* WORK REQUEST: Each line from the start of the listing below through the line containing "display:flex; align-items:center; gap:14px;" should be reproduced exactly, with no others.

* SUPPLIED MATERIAL:
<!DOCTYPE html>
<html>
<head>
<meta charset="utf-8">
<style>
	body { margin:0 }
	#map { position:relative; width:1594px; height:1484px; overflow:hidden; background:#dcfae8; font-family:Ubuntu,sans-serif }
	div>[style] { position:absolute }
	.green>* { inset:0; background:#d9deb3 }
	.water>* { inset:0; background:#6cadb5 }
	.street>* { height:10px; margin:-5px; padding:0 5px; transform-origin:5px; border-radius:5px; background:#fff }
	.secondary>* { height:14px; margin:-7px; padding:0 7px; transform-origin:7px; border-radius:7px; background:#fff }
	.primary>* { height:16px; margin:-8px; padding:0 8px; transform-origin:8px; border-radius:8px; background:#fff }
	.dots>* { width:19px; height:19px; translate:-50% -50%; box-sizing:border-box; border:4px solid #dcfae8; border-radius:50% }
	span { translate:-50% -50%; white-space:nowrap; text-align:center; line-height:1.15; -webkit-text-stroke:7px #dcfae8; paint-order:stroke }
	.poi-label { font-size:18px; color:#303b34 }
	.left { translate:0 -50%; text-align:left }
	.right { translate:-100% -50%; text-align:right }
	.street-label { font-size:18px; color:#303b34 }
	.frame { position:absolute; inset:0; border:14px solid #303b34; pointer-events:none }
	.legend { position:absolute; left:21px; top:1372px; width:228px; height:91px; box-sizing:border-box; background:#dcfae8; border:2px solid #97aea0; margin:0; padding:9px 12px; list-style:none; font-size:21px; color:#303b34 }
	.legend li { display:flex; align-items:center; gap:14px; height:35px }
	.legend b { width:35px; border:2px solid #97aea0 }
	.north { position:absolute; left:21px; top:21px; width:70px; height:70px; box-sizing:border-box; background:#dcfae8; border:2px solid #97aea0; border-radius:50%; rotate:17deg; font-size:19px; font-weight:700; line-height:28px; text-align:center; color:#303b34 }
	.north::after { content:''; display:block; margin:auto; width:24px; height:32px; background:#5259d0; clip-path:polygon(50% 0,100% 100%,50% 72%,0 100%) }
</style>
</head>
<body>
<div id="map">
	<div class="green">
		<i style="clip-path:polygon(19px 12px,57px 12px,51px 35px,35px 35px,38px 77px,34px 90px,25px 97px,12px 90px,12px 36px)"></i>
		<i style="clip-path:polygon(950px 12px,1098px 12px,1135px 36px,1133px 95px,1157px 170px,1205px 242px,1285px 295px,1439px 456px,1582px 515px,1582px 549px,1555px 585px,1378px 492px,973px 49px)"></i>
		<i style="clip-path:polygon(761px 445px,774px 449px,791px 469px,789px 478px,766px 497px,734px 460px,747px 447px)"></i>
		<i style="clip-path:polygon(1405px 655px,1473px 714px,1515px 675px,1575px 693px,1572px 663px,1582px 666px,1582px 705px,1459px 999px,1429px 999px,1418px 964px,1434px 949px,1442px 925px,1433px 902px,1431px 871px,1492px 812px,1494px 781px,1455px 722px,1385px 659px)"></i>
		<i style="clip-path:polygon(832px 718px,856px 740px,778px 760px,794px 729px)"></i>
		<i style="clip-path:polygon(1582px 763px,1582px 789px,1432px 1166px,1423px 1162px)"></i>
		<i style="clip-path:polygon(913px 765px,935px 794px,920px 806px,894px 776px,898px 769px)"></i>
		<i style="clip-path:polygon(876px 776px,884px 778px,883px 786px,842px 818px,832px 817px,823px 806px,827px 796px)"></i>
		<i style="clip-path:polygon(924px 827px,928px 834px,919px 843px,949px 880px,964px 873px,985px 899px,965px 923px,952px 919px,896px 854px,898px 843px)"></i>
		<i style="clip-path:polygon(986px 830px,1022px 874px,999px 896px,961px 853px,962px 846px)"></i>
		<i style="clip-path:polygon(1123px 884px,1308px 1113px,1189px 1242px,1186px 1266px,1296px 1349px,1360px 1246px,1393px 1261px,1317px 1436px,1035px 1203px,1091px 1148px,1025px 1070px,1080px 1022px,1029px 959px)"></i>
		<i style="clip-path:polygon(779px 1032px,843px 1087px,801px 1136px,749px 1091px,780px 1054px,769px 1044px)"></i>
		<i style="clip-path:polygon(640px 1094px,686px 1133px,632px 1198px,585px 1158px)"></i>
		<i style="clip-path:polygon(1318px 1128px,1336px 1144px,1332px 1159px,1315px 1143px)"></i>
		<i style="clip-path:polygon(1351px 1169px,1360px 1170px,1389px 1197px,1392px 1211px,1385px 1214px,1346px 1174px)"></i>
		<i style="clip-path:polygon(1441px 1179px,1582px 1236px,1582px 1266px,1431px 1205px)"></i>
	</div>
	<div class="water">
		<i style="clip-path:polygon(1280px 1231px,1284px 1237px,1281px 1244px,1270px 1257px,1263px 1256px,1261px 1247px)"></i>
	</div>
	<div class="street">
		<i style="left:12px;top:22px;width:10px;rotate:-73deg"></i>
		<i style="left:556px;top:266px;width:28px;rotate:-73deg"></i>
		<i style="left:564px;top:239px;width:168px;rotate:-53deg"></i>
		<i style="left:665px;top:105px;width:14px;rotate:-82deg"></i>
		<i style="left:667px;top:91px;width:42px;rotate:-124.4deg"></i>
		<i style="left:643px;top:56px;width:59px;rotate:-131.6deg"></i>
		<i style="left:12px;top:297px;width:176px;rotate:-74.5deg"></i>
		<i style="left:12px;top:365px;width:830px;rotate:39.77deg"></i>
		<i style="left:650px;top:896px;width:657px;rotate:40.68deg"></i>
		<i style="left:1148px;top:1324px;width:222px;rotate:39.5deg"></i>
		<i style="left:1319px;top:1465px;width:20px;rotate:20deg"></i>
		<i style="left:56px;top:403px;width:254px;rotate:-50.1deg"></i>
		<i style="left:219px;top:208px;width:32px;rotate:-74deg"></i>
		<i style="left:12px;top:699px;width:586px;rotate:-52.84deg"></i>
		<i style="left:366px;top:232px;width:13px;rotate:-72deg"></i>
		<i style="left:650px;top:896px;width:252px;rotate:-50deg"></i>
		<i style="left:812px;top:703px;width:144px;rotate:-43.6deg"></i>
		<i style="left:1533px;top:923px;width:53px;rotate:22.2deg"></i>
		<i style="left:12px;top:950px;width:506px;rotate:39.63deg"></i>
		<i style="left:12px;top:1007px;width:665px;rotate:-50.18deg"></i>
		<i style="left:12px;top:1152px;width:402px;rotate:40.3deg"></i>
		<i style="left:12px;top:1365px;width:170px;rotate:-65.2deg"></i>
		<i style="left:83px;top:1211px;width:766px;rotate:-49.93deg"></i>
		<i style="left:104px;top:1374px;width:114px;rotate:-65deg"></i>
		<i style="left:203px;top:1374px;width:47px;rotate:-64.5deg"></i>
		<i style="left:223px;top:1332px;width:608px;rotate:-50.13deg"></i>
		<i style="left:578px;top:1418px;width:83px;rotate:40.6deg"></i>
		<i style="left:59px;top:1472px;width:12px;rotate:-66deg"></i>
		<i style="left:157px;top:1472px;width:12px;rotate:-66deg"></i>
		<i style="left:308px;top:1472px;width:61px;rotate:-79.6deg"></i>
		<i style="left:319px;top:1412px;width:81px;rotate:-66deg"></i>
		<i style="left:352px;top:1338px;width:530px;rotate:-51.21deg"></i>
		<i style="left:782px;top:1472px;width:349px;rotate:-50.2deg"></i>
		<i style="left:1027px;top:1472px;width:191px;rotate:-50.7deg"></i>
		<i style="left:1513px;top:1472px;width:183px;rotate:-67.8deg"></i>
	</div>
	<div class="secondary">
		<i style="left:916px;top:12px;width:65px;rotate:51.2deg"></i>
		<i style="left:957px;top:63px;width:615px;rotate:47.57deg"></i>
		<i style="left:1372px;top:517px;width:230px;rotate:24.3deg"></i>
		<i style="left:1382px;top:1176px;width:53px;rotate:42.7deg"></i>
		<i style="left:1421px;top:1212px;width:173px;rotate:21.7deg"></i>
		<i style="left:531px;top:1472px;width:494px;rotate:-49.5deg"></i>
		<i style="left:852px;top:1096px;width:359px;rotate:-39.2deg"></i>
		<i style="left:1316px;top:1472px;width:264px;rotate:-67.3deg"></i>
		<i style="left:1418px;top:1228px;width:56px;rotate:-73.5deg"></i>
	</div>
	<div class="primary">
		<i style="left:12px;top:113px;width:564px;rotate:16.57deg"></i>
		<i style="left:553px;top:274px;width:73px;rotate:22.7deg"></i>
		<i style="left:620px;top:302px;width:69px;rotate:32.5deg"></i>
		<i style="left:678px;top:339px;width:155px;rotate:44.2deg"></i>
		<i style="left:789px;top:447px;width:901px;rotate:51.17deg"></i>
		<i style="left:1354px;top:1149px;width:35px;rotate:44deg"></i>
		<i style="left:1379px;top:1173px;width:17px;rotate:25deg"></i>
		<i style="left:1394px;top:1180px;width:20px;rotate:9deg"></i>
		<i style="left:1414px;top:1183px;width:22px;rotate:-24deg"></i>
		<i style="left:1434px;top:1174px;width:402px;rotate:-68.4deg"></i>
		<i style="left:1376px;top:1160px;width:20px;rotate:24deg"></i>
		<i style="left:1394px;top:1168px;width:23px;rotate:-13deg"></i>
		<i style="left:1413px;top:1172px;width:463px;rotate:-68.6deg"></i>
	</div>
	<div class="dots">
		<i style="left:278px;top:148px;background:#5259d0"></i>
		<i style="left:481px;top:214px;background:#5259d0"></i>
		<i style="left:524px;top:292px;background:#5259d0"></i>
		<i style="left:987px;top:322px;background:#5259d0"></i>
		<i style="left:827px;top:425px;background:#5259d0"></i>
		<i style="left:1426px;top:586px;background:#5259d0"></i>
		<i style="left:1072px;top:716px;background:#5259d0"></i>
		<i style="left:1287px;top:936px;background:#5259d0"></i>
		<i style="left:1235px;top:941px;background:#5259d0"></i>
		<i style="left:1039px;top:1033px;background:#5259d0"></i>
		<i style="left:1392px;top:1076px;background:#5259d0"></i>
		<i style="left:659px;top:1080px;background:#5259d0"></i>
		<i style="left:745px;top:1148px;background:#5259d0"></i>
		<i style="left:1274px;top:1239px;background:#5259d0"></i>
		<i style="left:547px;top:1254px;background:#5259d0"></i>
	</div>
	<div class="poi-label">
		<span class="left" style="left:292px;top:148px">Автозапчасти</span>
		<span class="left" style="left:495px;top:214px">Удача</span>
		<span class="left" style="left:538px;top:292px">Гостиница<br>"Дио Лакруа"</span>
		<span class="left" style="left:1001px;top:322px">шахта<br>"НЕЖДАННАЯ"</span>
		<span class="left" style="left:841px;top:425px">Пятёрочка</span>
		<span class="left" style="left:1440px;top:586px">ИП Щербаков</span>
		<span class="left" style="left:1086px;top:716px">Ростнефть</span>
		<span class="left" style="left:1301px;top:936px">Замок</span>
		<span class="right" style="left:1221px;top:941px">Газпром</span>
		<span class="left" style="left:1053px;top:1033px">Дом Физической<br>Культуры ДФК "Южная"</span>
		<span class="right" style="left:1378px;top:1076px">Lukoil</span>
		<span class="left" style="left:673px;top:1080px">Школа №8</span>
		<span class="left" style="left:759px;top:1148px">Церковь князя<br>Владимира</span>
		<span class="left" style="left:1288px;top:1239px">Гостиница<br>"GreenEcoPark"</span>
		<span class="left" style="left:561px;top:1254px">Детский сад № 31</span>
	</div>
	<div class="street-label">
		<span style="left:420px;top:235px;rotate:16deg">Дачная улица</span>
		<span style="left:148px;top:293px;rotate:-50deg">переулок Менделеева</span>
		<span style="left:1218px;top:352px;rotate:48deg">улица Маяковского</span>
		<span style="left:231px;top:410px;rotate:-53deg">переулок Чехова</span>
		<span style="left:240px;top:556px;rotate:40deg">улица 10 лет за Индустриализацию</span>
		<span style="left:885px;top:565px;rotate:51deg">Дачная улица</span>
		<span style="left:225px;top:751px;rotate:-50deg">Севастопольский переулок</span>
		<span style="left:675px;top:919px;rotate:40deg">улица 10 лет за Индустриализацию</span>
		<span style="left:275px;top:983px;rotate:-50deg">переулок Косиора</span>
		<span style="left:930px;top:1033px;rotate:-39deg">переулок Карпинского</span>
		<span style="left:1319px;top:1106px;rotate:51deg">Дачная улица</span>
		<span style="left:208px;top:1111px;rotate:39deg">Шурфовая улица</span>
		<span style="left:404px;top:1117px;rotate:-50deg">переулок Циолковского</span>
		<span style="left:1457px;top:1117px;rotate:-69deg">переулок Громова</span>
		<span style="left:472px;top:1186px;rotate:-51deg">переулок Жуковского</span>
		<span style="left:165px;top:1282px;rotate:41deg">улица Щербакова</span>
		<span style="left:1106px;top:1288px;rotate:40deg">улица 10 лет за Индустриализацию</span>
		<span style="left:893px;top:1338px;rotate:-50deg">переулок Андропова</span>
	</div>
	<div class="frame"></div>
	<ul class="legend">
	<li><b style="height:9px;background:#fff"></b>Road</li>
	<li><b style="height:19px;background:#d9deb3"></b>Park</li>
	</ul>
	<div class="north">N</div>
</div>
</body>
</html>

* PROBLEM SOLUTION:
<!DOCTYPE html>
<html>
<head>
<meta charset="utf-8">
<style>
	body { margin:0 }
	#map { position:relative; width:1594px; height:1484px; overflow:hidden; background:#dcfae8; font-family:Ubuntu,sans-serif }
	div>[style] { position:absolute }
	.green>* { inset:0; background:#d9deb3 }
	.water>* { inset:0; background:#6cadb5 }
	.street>* { height:10px; margin:-5px; padding:0 5px; transform-origin:5px; border-radius:5px; background:#fff }
	.secondary>* { height:14px; margin:-7px; padding:0 7px; transform-origin:7px; border-radius:7px; background:#fff }
	.primary>* { height:16px; margin:-8px; padding:0 8px; transform-origin:8px; border-radius:8px; background:#fff }
	.dots>* { width:19px; height:19px; translate:-50% -50%; box-sizing:border-box; border:4px solid #dcfae8; border-radius:50% }
	span { translate:-50% -50%; white-space:nowrap; text-align:center; line-height:1.15; -webkit-text-stroke:7px #dcfae8; paint-order:stroke }
	.poi-label { font-size:18px; color:#303b34 }
	.left { translate:0 -50%; text-align:left }
	.right { translate:-100% -50%; text-align:right }
	.street-label { font-size:18px; color:#303b34 }
	.frame { position:absolute; inset:0; border:14px solid #303b34; pointer-events:none }
	.legend { position:absolute; left:21px; top:1372px; width:228px; height:91px; box-sizing:border-box; background:#dcfae8; border:2px solid #97aea0; margin:0; padding:9px 12px; list-style:none; font-size:21px; color:#303b34 }
	.legend li { display:flex; align-items:center; gap:14px; height:35px }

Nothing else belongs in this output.